'Extraños en la noche'
Por estas fechas, mi santo se pasa el día mirando al cielo. No porque crea en Dios, sino porque tenemos tres arbolillos frutales en nuestro retiro campestre y le preocupa que una helada repentina nos fastidie el fruto. Yo entiendo su preocupación, pero oyes, hasta cierto punto. 'Ni que fueras san Isidro', le dije de camino al Auditorio Nacional para ver al mítico Cuarteto Alban Berg, 'no me des la tarde, que te conozco; como me vuelvas a hablar del calentamiento de la Tierra, agarro el canasto de las chufas y te vas tú solo a ver al mítico cuarteto'. Dirán ustedes, qué carácter, pero es que en esto estoy con mi amiga Bicoca del Fresno cuando dice: 'Es bonito preocuparse por el planeta Tierra y sus habitantes, pero tampoco somos mártires'. Menos mal que, como yo digo, la música amansa a las fieras, y el mítico cuarteto interpretó una pieza de Haydn que nos devolvió la paz espiritual. En el intermedio, ya reconciliados, nos encontramos con un amigo que me soltó que él prefería leer los domingos a mi santo, lo encontraba más profundo a la par que cultural, me dijo, porque a mí las cosas de chismes no me van. No había mala hostia en sus palabras, pero tengo mi sensibilidad, y me escoció un poco, ya que confieso que a lo que aspiro en la vida es a hacer una crónica cultural, pero está visto que no me sale. Y miren que pongo empeño, porque cuando, tras el descanso, el cuarteto atacó con una pieza de un tal Lutoslawski, que a mí me dejó el cerebro como si me lo hubieran llenado de moscas, aplaudí como la que más, como la presidenta del club de fans de Lutoslawski. Mi santo me dijo al oído: 'Pero para qué aplaudes tanto, corazoncillo, si a ti esto no te gusta'. Me da igual; a partir de ahora, me coloco en la vanguardia con el crítico de música de este periódico, que escribió que lo único que había merecido la pena del concierto había sido Lutoslawski. Como decía la canción: 'Manda huevos a Sandra / que se va de la ciudad...'.

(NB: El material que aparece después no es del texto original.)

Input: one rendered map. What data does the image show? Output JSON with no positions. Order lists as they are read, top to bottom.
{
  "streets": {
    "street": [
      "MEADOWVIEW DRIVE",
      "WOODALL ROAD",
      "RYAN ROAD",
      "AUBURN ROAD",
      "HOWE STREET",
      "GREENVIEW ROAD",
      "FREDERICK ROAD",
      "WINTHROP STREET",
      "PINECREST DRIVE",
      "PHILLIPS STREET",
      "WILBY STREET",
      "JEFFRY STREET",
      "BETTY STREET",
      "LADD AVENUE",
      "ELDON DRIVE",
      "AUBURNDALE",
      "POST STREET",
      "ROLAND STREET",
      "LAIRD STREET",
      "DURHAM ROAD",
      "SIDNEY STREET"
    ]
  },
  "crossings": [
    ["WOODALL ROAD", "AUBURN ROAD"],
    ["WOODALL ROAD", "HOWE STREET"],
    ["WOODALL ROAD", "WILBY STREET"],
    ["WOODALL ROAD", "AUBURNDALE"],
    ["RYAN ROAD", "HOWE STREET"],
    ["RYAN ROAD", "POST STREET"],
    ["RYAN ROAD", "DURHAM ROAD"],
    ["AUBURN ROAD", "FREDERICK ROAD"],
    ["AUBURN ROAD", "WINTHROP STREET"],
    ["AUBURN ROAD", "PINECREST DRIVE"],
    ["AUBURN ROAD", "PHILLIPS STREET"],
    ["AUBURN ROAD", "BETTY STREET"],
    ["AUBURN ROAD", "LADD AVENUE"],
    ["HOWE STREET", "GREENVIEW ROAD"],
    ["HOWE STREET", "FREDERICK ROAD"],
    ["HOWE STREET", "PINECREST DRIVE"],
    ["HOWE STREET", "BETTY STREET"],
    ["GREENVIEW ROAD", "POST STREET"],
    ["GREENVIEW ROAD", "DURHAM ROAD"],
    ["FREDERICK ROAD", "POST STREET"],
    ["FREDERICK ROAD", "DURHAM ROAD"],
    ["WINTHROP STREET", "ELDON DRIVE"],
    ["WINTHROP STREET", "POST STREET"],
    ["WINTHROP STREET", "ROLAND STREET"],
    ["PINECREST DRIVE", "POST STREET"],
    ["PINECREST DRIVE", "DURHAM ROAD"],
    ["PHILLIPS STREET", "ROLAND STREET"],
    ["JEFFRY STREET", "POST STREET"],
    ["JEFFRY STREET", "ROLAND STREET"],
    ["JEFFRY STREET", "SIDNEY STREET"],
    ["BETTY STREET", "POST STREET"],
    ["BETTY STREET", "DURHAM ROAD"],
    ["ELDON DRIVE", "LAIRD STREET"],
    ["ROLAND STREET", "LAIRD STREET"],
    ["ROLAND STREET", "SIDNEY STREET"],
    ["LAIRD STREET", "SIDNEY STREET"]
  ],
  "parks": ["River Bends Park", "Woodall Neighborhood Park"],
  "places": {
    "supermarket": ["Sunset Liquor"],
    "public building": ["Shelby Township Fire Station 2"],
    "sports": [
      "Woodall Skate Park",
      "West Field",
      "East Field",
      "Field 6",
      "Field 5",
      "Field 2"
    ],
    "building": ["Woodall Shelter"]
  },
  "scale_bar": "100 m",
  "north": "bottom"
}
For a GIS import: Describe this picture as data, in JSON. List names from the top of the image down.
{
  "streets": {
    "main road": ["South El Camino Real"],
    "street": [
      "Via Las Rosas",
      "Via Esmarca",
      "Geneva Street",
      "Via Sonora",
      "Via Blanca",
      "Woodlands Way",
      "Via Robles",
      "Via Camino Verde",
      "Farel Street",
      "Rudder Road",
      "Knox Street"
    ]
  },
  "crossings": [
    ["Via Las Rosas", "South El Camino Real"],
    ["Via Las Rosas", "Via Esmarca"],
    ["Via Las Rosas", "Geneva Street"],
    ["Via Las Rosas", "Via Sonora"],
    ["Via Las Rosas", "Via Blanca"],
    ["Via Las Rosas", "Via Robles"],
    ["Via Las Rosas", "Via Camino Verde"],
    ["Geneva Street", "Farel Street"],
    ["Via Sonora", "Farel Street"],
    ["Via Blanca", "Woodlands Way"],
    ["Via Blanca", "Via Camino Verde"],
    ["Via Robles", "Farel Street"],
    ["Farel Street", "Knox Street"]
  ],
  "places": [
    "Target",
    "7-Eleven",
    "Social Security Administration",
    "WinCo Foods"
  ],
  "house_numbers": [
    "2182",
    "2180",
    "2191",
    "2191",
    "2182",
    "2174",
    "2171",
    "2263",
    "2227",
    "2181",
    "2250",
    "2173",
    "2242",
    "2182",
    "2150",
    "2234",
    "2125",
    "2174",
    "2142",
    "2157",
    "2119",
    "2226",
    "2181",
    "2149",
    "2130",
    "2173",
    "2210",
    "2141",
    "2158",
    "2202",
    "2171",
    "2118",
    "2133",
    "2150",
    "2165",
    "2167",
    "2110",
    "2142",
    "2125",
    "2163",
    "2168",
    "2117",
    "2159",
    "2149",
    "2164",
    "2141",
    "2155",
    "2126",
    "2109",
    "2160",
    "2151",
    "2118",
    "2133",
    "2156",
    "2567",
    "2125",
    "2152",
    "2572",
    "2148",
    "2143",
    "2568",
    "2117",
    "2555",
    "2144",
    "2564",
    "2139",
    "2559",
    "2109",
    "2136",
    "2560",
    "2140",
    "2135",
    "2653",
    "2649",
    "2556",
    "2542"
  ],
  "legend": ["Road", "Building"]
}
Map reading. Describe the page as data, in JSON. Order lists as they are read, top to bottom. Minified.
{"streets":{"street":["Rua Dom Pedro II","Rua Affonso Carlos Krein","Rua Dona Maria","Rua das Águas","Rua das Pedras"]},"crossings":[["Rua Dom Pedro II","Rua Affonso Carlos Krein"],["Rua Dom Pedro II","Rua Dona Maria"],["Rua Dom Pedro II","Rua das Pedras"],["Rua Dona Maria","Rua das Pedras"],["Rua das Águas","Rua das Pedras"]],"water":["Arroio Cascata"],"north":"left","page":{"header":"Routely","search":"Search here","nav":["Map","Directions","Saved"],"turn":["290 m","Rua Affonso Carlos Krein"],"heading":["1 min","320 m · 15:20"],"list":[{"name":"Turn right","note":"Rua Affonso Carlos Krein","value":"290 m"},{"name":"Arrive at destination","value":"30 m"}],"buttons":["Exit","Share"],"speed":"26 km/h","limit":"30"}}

Lo más gracioso es que el otro día me dice el editor Jorge Herralde que se me da bien el arte de la Selfdeprecation, o sea, de la autoflagelación. Herralde pensaba que cuando yo cuento aquí que me encuentro a lectores que me leen la cartilla es que me lo invento. No, no, le digo, qué me voy a inventar, ya me gustaría. El editor traía de la mano al maravilloso escritor italiano Claudio Magris, que presentaba Utopía y desencanto. Mientras don Claudio hablaba yo me puse a pensar en algunos capítulos que tanto me han gustado de este libro, el que habla, por ejemplo, del honesto disimulo a la hora de relacionarnos con los demás. El honesto disimulo es el cubrir momentáneamente la verdad para no ser groseros e impertinentes con los otros. Dirán ustedes, ¿y para qué se va esta mujer a escuchar a Claudio Magris si en vez de escucharlo se pone a pensar en los artículos de Claudio Magris? Buena pregunta. Volvamos a la Selfdeprecation: primero, no entiendo bien el italiano, aunque como música de fondo lo prefiero a Lutoslawsky; segundo, de siempre me ha costado concentrarme; tercero, si bien en los primeros minutos de la conferencia estuve recordando la fina prosa de Magris, confieso que pronto mi cabeza se puso a darle vueltas a algo mucho más terrenal: me pasé la conferencia pensando 'qué bueno está Claudio Magris'.
Reconozco que como pensamiento deja bastante que desear, pero así fue y así lo cuento: '¿Cómo es posible que un hombre tan inteligente, que analiza tan acertadamente la condición humana y la historia de nuestra época, sea al mismo tiempo tan guapo? Yo personalmente encuentro que se trata de una milagrosa coincidencia'. Cierto es que con comentarios así Babelia se parecería al Diez Minutos, pero sugiero a Jorge Herralde que en el próximo libro de Magris ponga una foto de don Claudio en la portada. Siempre alegra e incita a la lectura.
Pero dejémonos de temas filosóficos y volvamos a poner los pies en la tierra, o mejor aún, en el pediluvio de mi gimnasio (el pasillo de guijarros de río que activa la circulación), donde me encontré de nuevo a Bicoca del Fresno. Bicoca, le dije, ¿a que no sabes a quién vi la otra tarde justo en la esquina de mi cajero-porno de la calle Almagro? A la Infanta Elena. Del susto Bicoca perdió el equilibrio; menos mal que pude agarrarla, porque a punto estuvo de partirse los dientes contra los chinarros. Estuve tentada, le confesé a Bicoca, de acercarme y decirle: 'Doña Elena, váyase pitando, que a mí, en calidad de súbdita, no me gustaría que usted viera ciertas prácticas sexuales que no encuentro bonitas para que las vea una infanta'. Pero no me acerqué. ¿Por qué?, me reprochó Bicoca, Marichalar te lo hubiera agradecido; por una cuestión estética, le dije, yo al lado de la Infanta me siento como el señor Galindo. Qué coquetas somos las mujeres, dijo para sí Bicoca, supercomprendiéndome.
Esa misma noche, mi santo se encerró en su cuarto a escuchar un programa en la radio que Máximo Pradera dedicaba al mítico cuarteto Alban Berg. Yo me puse la tele por equilibrar la balanza y que no piensen ustedes que somos la típica pareja de pedantes, todo el día a vueltas con Alban Berg. Lo que son las cosas, salía Lolita cantando una canción de su nuevo disco, Mía, de Manzanero, y como se decía antes, se me representó a su padre completamente, como si fuera El Pescaílla reencarnado en mujer. Me puse a buscar uno de mis discos favoritos, una recopilación de canciones del padre de la rumba, en la que canta Extraños en la noche con un swing que ya quisieran muchos y manejando un inglés tan imposible como maravilloso. De pronto, se puso a nevar con la voz de mi Pescaílla de fondo. Ni Woody Allen conseguiría un momento tan romántico. Mi santo, que a veces también es sensible, vino hasta la ventana donde yo estaba. Parecía que estaba a punto de decir: 'Está sonando nuestra canción'. Pero en esto que mira a la calle, ve que nieva, se le borra la sonrisa y me suelta: 'A tomar por culo el albaricoque'.